AT THEIR HOUSE in Queens, the Kondabolus are doing something right: They're growing iconoclasts.
Their two sons, Hari and Ashok Kondabolu, are artists who explore race, identity, and politics through raw, cutting, hilarious screeds. Hari is a stand-up comedian, while Ashok raps in Das Racist. And it's through understanding comedy that Das Racist unfurls.
"Two of us are Indian," Ashok says of the band, which also includes Himanshu Suri and Victor Vazquez. "And there's not too many Indian people in music or in any entertainment. Victor is Afro-Cuban and white, so he seems racially ambiguous. So people just think we're more amusing and harder to make sense of in their bullshit racial matrices. We're much more difficult to peg, so they don't know how to approach somebody like that."
But the song that put Das Racist on the map had nothing to do with race. It was a kiss-off, a joke. "Combination Pizza Hut and Taco Bell" is sparse, repetitive, and mindless—two dudes lost in the buzzing corporate haze.
Its popularity sometimes surprises the band. "This is literally something that was goofing off," says Ashok. "One of the songs took off unexpectedly and was kind of a way to get everything going."
The ensuing mixtapes, Shut Up, Dude and Sit Down, Man, introduced Das Racist as dexterous, melodic rappers with something to say—albeit under a guise of clever, coded wordplay. Among jokes about sex and drugs, Das Racist gets real, and here the comedic ethos comes into play: As generations of political stand-up comedians have explained, the jokes have to come first—audiences don't pay to be yelled at.

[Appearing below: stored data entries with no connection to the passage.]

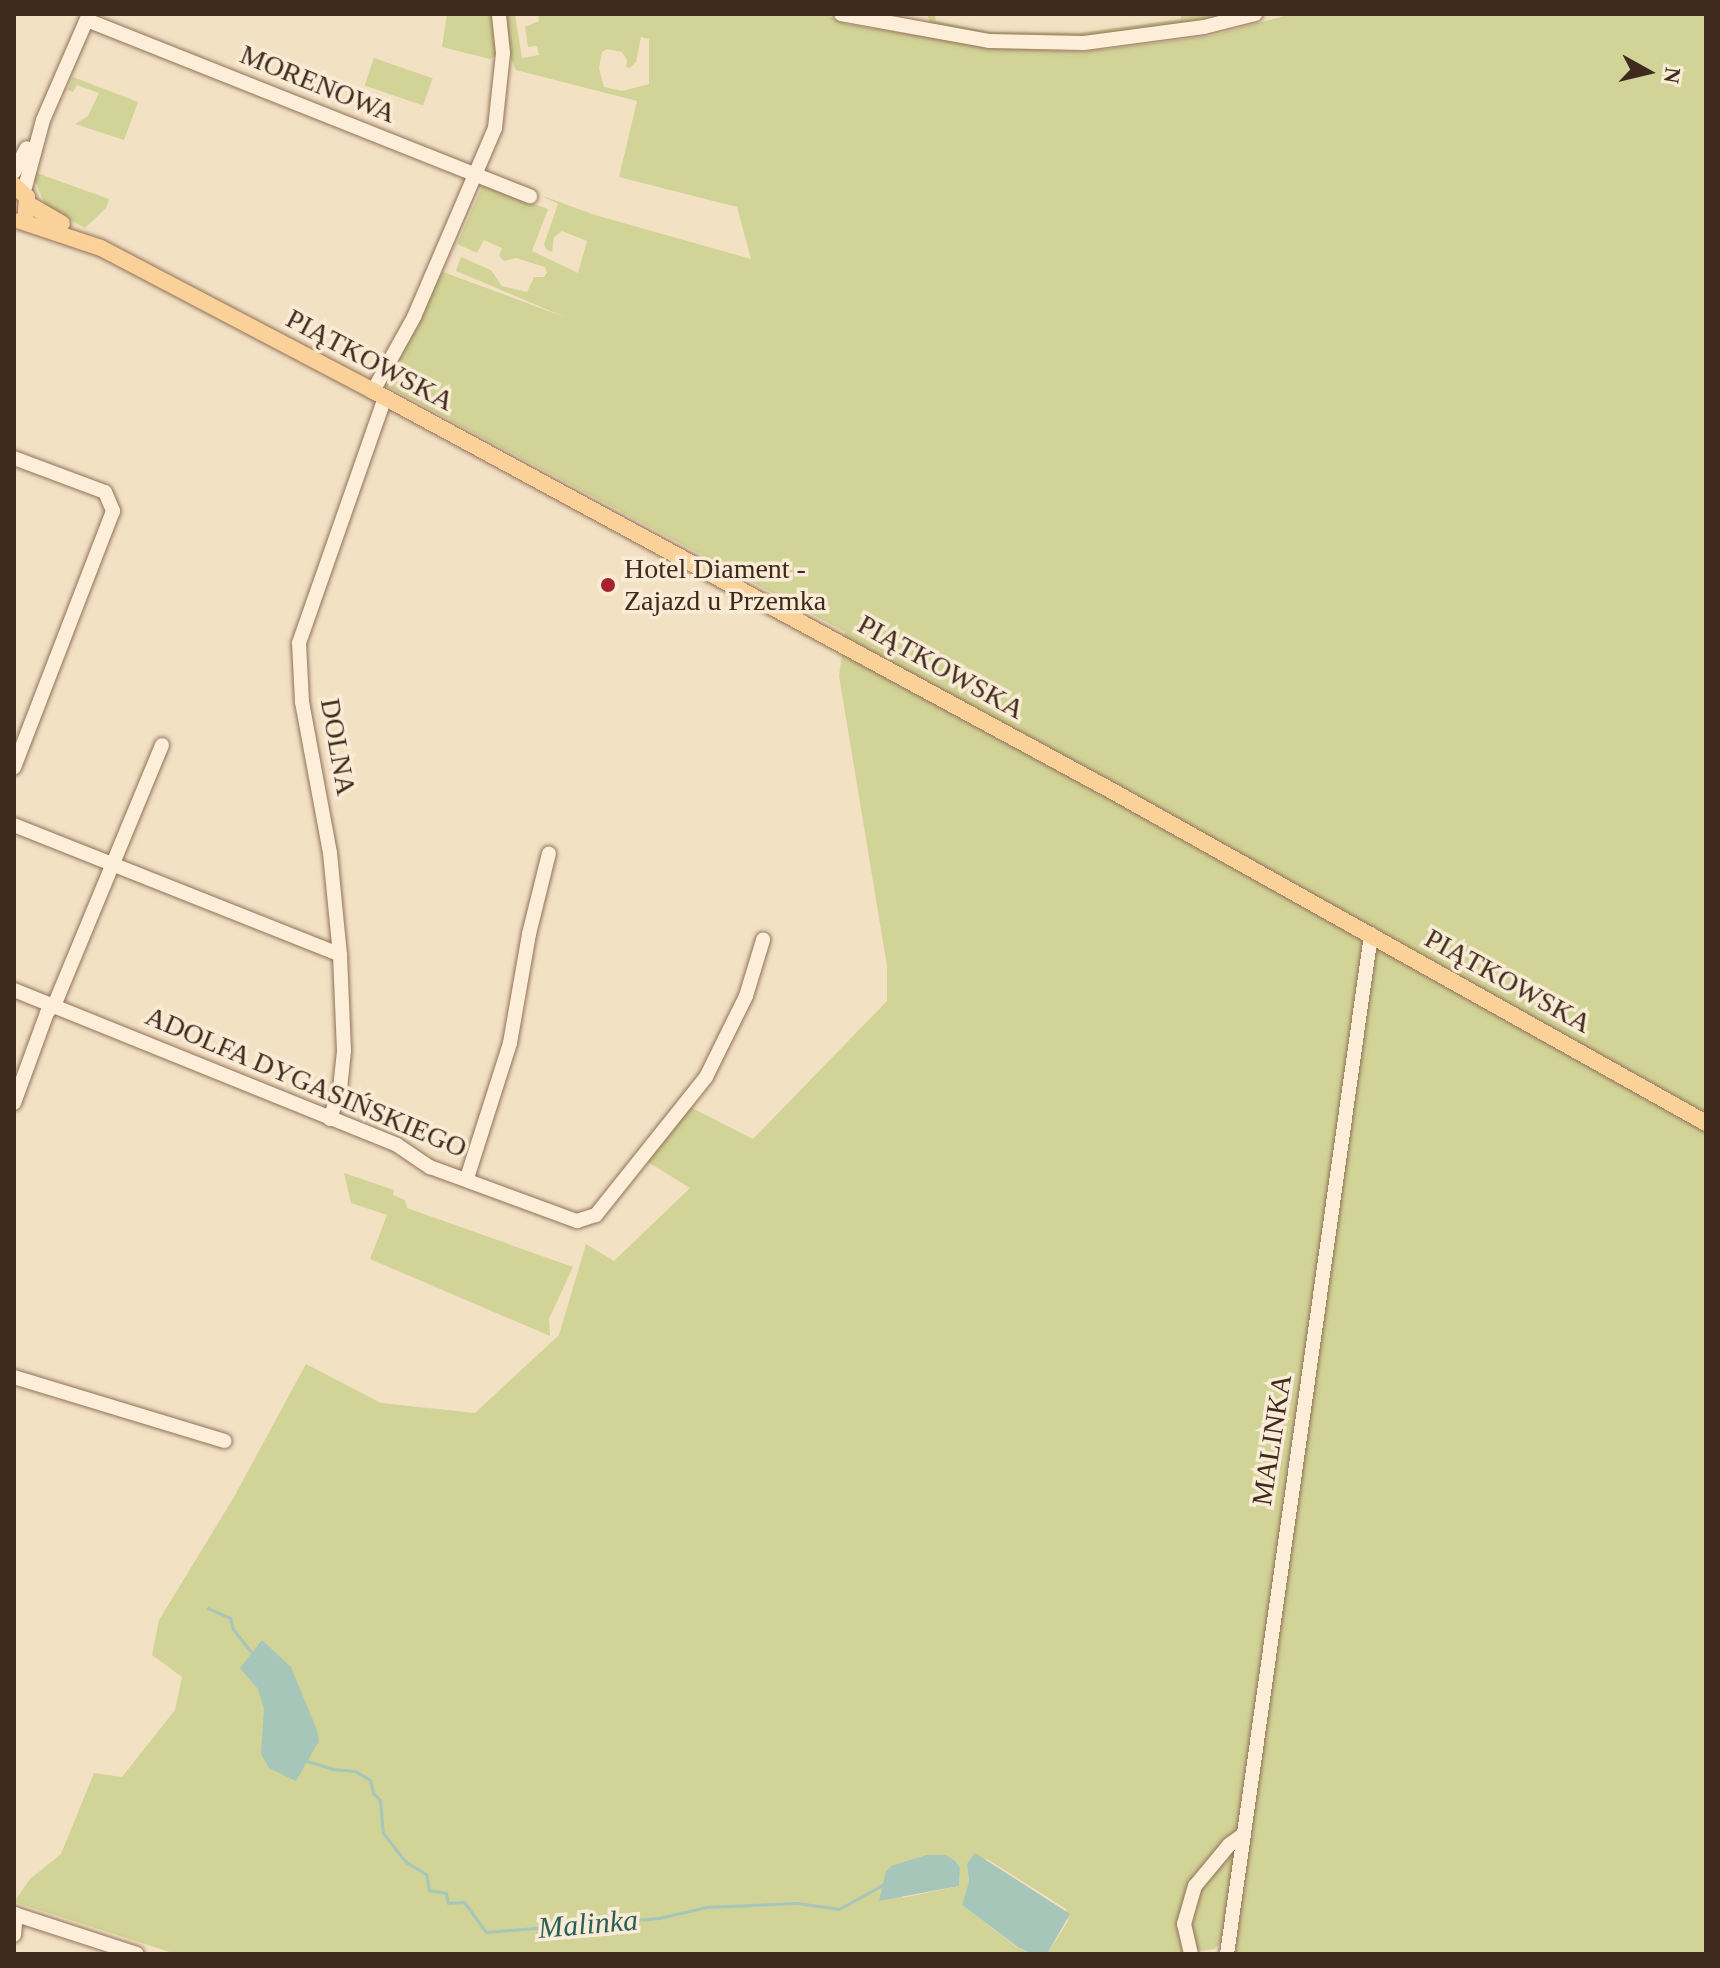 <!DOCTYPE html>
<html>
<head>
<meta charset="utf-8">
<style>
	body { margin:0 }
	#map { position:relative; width:1720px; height:1968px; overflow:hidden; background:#f3e1c4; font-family:"Times New Roman",serif }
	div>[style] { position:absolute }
	.green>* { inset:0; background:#d2d396; transform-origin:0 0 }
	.water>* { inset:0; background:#a6c6ba }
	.stream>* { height:3px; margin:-1.5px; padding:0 1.5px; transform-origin:1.5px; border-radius:1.5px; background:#a6c6ba }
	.roads { filter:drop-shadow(0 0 2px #907158) drop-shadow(0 0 2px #907158) }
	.minor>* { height:14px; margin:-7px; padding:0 7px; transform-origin:7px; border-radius:7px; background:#fceed9 }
	.major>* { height:16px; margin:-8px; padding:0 8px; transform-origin:8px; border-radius:8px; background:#fad299 }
	.dots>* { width:22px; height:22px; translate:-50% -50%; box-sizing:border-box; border:4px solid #f9ebd5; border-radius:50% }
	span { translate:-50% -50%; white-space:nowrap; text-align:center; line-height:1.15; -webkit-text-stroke:7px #f9ebd5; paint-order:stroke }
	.street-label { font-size:28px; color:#3f2a1d }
	.poi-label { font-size:28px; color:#3f2a1d }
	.left { translate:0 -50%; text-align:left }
	.water-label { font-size:30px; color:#2b6058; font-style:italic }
	.frame { position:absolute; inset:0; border:16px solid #3f2a1d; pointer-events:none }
	.north { position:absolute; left:1608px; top:32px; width:80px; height:80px; -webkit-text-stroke:6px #f9ebd5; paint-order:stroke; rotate:98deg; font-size:22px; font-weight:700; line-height:32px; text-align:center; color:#3f2a1d }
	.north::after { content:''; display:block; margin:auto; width:28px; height:36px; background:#3f2a1d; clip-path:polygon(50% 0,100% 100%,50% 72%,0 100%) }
</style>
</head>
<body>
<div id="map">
	<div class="green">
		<i style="clip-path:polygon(447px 14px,493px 14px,499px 53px,490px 59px,442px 47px)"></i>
		<i style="clip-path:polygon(evenodd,504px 14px,515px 14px,522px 58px,539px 55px,537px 46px,528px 47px,525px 27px,539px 21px,538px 14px,825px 14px,845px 24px,988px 47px,1083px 52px,1210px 36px,1292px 14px,1706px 14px,1706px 1954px,1234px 1954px,1237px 1933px,1223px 1929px,1220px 1944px,1214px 1949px,1203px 1951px,1193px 1946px,1188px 1954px,1047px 1954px,1068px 1921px,1066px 1909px,987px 1859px,967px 1864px,969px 1881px,962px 1905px,1018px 1948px,1033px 1954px,176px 1954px,14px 1902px,30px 1879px,61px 1854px,94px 1773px,122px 1777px,175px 1710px,182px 1677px,152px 1655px,159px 1620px,234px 1497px,306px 1364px,381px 1403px,475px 1413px,559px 1335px,586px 1244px,614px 1261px,690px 1188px,648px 1162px,688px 1106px,753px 1139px,887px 1001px,887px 966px,839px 676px,845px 632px,383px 384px,443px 272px,567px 318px,456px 271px,461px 257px,491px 270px,502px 286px,527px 292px,534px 277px,544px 277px,547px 273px,545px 267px,516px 258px,504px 261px,499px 256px,502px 248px,484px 240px,477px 253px,457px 244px,483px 185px,548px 209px,532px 251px,578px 273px,587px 241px,562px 231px,554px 237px,552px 252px,546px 249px,544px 244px,558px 204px,540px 195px,595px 215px,751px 259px,737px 207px,619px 177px,637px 101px,516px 70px,509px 54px,504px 14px,641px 37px,649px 39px,649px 84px,622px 91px,604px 87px,599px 68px,602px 52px,607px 49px,622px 52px,627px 60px,626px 67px,630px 68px,636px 62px,641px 37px,504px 14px,926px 1855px,956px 1860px,960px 1868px,959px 1886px,902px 1898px,893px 1865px,926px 1855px)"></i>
		<i style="clip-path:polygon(927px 14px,935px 14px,936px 21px,990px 32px,1079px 33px,1181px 19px,1181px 14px,1220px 14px,1220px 18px,1083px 38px,990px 36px,931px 25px)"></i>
		<i style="left:374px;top:58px;width:62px;height:29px;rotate:19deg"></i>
		<i style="clip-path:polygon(73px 77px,138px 102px,124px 140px,75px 124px,88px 116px,99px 93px,77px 85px,73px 92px,68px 90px)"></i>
		<i style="clip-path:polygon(34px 172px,109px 199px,106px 208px,85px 228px,46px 207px,33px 176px)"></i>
		<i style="clip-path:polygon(344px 1173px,394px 1190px,393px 1195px,405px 1200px,407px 1208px,573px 1267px,549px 1319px,550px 1336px,370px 1259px,387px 1215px,351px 1203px)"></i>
	</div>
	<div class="water">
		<i style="clip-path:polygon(262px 1640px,291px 1667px,317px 1730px,319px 1741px,296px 1781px,269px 1768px,261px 1754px,264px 1709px,258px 1689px,240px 1668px)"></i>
		<i style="clip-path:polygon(975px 1853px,1070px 1914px,1047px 1954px,1033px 1954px,1019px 1948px,962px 1905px,969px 1881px,967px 1864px)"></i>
		<i style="clip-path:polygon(926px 1855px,945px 1855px,956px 1861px,960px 1868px,959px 1886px,879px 1901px,886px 1871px,893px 1865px)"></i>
	</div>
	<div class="stream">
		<i style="left:208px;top:1608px;width:24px;rotate:24deg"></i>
		<i style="left:230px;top:1618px;width:11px;rotate:75deg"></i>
		<i style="left:233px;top:1629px;width:33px;rotate:52deg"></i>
		<i style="left:304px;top:1760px;width:30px;rotate:17deg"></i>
		<i style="left:333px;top:1769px;width:22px;rotate:5deg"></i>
		<i style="left:355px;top:1771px;width:17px;rotate:31deg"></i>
		<i style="left:370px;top:1780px;width:13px;rotate:77deg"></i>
		<i style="left:373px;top:1793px;width:10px;rotate:45deg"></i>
		<i style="left:380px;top:1800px;width:33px;rotate:85deg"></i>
		<i style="left:383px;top:1833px;width:37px;rotate:52deg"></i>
		<i style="left:406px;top:1862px;width:23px;rotate:31deg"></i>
		<i style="left:426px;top:1874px;width:16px;rotate:79deg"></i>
		<i style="left:429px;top:1890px;width:17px;rotate:10deg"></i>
		<i style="left:446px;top:1893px;width:10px;rotate:79deg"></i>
		<i style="left:448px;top:1903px;width:16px;rotate:-4deg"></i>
		<i style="left:464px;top:1902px;width:37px;rotate:54deg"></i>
		<i style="left:486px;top:1932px;width:174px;rotate:-4.6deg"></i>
		<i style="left:659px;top:1918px;width:49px;rotate:-12.9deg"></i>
		<i style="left:707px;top:1907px;width:90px;rotate:-2.5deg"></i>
		<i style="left:797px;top:1903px;width:42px;rotate:8.1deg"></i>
		<i style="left:839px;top:1909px;width:54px;rotate:-29deg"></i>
	</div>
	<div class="roads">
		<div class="minor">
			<i style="left:841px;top:14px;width:150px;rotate:10.3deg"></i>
			<i style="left:989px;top:41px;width:95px;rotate:1.2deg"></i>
			<i style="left:1084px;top:43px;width:121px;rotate:-7.6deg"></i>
			<i style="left:1204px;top:27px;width:53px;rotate:-14.3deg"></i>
			<i style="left:87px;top:20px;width:477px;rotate:21.7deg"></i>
			<i style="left:14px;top:172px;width:27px;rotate:-62deg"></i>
			<i style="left:24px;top:191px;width:73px;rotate:-75deg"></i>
			<i style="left:43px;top:120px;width:116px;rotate:-66.5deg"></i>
			<i style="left:373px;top:391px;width:85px;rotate:-61deg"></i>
			<i style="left:414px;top:317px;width:206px;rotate:-66.8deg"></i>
			<i style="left:495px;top:128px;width:75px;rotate:-83.9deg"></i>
			<i style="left:503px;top:53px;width:39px;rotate:-96deg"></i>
			<i style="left:14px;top:458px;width:97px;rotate:20.5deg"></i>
			<i style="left:105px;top:492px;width:21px;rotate:67deg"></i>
			<i style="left:113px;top:511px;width:275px;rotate:111.1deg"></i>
			<i style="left:14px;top:825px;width:351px;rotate:21.7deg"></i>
			<i style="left:14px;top:990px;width:413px;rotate:22deg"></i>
			<i style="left:397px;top:1145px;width:40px;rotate:34deg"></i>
			<i style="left:430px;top:1167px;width:157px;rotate:20.2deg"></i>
			<i style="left:577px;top:1221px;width:20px;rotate:-18deg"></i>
			<i style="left:596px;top:1215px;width:176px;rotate:-51.4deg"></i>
			<i style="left:706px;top:1077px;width:90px;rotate:-63.7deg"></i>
			<i style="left:746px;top:996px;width:59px;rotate:-73.1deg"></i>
			<i style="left:14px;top:1103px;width:96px;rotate:-69.9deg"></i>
			<i style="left:47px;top:1013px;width:15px;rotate:-53deg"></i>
			<i style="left:56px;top:1001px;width:277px;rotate:-67.5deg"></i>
			<i style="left:330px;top:1119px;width:32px;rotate:-72deg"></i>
			<i style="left:340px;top:1089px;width:38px;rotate:-84deg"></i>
			<i style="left:344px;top:1051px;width:96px;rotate:-92.4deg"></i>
			<i style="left:340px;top:955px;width:102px;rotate:-95.6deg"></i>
			<i style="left:330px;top:853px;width:154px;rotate:-100.5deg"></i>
			<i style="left:302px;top:702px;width:59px;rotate:-92.9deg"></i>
			<i style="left:299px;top:643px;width:261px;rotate:-70.7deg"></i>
			<i style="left:467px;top:1178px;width:142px;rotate:-72.3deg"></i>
			<i style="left:510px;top:1043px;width:111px;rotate:-80.1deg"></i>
			<i style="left:529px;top:934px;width:83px;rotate:-76.1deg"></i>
			<i style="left:14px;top:1377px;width:220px;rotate:16.9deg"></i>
			<i style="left:14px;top:1914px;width:129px;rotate:18deg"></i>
			<i style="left:14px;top:1935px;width:21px;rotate:-85deg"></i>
			<i style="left:1191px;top:1954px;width:31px;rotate:-103deg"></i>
			<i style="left:1184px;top:1924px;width:40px;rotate:-74deg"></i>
			<i style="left:1195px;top:1886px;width:53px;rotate:-50.3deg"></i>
			<i style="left:1229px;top:1845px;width:17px;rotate:-36deg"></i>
			<i style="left:1227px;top:1954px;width:1030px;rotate:-81.96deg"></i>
		</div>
		<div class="major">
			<i style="left:14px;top:185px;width:18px;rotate:43deg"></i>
			<i style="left:27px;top:197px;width:16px;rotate:94deg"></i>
			<i style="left:28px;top:204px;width:39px;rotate:30deg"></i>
			<i style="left:20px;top:221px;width:85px;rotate:18.4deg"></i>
			<i style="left:101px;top:248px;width:307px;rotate:27.7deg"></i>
			<i style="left:373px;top:391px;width:843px;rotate:28.42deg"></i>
			<i style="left:1114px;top:792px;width:678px;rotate:29.21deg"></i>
		</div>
	</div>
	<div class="dots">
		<i style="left:608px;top:585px;background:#a7212e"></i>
	</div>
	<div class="street-label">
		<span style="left:318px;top:84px;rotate:22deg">MORENOWA</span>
		<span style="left:370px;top:360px;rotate:28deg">PIĄTKOWSKA</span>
		<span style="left:941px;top:667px;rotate:29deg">PIĄTKOWSKA</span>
		<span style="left:338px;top:747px;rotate:80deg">DOLNA</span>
		<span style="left:1508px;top:981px;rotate:29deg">PIĄTKOWSKA</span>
		<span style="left:306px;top:1082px;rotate:23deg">ADOLFA DYGASIŃSKIEGO</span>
		<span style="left:1272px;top:1440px;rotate:-81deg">MALINKA</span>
	</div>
	<div class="poi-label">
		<span class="left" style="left:624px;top:585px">Hotel Diament -<br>Zajazd u Przemka</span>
	</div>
	<div class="water-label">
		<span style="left:588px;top:1924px;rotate:-5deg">Malinka</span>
	</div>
	<div class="frame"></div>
	<div class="north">N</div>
</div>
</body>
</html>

"Talking about significant things, it's less off-putting initially," says Ashok of the jokey nature. "If you just start straight-talking about identity politics and race and white people, nobody wants to hear that. Especially a white dude, I imagine."
That Das Racist outlived the hype surrounding "Pizza Hut" is a testament to more than a laugh or racial novelty. They combine glitchy, sparse, chopped, modern production with old-school reverence—rather than relying on hooks, long and intricate verses take precedent. They pride themselves in energetic, odd, and confrontational performances.
"We got press for our live show before we got press for 'Pizza Hut Taco Bell,'" explains Suri. "We would've gotten the project heard no matter what."